**Exercise description:**
Reproduce the records exactly, beginning with their first line and ending with the line that contains "Localize all text", and output nothing more.

**Extracted records:**
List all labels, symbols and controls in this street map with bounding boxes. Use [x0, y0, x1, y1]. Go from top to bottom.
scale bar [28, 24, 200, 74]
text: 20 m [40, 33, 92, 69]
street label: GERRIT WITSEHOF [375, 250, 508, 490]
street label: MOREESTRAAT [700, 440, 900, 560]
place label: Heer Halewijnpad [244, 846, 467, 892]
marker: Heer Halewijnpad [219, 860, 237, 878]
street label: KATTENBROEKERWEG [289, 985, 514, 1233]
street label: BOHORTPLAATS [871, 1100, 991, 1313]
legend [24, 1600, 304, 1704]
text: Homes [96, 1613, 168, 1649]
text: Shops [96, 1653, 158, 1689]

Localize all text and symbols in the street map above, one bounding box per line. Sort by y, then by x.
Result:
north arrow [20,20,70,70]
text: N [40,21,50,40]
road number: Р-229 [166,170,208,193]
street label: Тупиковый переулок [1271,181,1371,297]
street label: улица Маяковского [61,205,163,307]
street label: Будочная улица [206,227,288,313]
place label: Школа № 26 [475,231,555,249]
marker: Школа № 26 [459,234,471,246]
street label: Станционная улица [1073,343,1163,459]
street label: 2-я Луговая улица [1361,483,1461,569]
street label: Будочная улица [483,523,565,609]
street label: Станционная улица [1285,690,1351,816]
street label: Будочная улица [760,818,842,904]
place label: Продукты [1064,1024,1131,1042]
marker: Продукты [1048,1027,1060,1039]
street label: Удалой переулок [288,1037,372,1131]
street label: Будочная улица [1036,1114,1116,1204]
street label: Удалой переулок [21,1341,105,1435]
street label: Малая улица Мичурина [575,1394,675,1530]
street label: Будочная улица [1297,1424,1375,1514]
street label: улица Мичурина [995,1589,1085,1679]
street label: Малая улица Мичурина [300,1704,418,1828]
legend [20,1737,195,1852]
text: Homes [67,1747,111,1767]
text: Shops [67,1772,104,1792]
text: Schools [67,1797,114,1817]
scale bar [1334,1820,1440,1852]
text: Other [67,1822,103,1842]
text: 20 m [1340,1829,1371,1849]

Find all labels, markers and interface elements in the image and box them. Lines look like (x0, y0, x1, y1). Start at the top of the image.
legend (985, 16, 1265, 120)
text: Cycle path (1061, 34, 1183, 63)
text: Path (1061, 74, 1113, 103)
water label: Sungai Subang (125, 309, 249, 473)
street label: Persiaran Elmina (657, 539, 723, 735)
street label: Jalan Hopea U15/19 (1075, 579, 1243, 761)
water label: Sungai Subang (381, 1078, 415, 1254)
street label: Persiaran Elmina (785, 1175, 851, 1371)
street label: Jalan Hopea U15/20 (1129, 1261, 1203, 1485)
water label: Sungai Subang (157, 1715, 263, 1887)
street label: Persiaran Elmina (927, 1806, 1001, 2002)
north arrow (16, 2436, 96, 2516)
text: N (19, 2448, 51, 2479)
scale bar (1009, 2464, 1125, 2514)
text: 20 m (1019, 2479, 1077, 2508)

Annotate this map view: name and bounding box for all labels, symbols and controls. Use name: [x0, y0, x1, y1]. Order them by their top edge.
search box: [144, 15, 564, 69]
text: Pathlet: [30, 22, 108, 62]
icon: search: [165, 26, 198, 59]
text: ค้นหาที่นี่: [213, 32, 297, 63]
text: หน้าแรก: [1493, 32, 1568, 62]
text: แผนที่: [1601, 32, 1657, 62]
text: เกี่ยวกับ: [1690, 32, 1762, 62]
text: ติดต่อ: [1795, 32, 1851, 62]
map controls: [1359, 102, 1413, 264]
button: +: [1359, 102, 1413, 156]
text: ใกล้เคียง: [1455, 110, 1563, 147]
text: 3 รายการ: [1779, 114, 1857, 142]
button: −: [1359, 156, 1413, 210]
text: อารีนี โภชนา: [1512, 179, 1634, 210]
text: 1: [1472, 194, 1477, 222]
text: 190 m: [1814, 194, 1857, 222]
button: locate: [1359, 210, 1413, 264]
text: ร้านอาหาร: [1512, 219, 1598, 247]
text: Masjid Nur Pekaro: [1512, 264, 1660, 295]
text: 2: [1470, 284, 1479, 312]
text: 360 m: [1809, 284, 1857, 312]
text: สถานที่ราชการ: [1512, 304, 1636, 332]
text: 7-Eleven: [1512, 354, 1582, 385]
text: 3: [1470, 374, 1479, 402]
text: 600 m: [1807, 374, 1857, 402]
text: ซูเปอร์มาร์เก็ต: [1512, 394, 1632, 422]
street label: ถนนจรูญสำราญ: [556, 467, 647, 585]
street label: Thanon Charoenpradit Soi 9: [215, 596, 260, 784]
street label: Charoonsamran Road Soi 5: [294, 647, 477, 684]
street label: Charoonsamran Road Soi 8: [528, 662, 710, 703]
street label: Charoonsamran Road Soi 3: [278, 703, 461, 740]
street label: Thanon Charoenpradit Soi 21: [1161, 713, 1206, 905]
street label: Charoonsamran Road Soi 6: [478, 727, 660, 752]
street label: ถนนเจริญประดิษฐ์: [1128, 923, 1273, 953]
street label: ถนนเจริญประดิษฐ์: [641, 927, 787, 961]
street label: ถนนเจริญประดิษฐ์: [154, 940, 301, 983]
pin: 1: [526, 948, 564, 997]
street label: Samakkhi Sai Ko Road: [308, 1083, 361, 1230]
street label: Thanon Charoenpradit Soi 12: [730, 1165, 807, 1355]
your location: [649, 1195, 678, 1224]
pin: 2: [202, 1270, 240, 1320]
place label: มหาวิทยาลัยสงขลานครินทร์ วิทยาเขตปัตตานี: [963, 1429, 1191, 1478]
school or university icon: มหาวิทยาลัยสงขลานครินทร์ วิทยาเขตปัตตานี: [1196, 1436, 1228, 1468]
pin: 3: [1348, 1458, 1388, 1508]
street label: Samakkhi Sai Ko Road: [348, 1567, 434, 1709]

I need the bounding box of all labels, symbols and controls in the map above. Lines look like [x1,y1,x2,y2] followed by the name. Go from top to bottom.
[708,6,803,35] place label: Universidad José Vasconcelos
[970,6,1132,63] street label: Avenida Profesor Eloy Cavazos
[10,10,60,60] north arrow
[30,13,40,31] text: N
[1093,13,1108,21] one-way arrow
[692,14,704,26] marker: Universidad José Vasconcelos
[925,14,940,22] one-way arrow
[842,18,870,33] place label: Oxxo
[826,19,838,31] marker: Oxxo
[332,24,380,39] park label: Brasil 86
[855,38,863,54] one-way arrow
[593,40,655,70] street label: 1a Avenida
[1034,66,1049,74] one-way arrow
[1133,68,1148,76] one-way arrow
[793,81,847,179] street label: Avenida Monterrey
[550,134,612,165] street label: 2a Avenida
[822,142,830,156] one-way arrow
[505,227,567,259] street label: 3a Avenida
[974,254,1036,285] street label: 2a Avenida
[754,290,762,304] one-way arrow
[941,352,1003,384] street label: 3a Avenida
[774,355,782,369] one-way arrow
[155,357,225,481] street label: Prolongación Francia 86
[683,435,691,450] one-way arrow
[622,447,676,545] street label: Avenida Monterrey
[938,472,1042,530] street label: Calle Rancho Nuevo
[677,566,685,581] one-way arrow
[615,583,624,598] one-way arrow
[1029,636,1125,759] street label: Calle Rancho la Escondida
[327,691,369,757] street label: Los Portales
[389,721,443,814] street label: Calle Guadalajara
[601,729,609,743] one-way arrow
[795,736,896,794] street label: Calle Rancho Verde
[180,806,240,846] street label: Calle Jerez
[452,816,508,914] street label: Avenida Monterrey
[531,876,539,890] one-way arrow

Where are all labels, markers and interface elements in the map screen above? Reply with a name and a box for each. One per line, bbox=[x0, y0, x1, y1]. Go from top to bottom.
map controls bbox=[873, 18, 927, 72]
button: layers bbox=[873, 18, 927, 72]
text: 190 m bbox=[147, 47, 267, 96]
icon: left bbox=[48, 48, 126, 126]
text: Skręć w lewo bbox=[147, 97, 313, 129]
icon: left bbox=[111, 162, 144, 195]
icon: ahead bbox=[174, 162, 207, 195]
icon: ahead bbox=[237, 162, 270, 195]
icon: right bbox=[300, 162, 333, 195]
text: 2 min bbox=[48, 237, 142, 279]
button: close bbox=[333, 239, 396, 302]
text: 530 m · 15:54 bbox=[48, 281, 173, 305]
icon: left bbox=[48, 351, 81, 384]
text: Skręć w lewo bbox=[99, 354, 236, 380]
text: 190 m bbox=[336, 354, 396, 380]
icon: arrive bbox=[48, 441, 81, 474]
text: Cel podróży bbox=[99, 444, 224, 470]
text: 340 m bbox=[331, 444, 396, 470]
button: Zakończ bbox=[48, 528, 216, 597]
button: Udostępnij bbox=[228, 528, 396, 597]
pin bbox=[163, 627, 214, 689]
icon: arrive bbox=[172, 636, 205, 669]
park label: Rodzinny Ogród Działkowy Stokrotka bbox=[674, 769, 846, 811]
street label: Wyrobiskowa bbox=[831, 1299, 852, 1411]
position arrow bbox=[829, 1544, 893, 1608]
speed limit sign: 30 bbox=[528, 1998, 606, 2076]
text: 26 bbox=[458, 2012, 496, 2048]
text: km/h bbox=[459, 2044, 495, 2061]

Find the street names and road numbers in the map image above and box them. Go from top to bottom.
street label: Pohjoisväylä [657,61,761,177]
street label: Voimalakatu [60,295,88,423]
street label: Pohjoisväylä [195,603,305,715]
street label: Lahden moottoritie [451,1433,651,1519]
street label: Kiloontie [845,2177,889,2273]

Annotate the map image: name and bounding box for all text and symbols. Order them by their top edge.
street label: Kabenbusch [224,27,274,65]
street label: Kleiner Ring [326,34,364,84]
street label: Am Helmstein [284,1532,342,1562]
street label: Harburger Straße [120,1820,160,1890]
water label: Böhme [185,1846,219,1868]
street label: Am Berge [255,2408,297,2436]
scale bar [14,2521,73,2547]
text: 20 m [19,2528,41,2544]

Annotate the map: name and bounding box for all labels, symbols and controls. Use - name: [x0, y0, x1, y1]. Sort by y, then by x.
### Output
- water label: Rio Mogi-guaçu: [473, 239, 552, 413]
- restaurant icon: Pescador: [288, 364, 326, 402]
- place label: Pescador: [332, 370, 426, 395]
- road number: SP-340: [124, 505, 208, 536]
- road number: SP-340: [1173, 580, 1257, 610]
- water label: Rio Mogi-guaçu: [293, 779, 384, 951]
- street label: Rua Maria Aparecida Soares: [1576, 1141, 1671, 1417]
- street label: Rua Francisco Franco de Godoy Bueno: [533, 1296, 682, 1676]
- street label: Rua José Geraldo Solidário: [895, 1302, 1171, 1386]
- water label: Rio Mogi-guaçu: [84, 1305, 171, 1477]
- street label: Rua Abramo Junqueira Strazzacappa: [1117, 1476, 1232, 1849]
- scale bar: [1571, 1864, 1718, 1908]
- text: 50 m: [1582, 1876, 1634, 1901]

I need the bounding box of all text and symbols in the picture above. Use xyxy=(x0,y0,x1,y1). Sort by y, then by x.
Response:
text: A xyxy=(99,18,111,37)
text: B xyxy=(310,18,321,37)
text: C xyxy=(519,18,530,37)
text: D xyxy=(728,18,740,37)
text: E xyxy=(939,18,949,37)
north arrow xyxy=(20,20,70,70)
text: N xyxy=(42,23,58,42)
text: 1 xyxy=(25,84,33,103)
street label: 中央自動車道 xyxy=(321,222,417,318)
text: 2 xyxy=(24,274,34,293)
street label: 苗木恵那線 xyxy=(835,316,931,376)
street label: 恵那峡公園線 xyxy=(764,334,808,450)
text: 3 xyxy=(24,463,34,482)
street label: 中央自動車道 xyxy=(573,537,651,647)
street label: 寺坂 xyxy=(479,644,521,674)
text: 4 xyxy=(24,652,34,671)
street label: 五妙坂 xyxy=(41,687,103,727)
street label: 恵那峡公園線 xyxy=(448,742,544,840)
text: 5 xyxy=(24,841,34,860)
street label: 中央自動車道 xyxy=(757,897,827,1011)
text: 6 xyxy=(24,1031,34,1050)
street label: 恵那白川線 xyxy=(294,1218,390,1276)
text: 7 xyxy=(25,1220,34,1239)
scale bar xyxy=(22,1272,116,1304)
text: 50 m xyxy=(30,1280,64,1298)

**Response to this exercise:**
List all labels, symbols and controls in this street map with bounding boxes. Use [x0, y0, x1, y1]. Go from top to bottom.
scale bar [28, 24, 200, 74]
text: 20 m [40, 33, 92, 69]
street label: GERRIT WITSEHOF [375, 250, 508, 490]
street label: MOREESTRAAT [700, 440, 900, 560]
place label: Heer Halewijnpad [244, 846, 467, 892]
marker: Heer Halewijnpad [219, 860, 237, 878]
street label: KATTENBROEKERWEG [289, 985, 514, 1233]
street label: BOHORTPLAATS [871, 1100, 991, 1313]
legend [24, 1600, 304, 1704]
text: Homes [96, 1613, 168, 1649]
text: Shops [96, 1653, 158, 1689]

Localize all text and symbols in the street map above, one bounding box per line. Sort by y, then by x.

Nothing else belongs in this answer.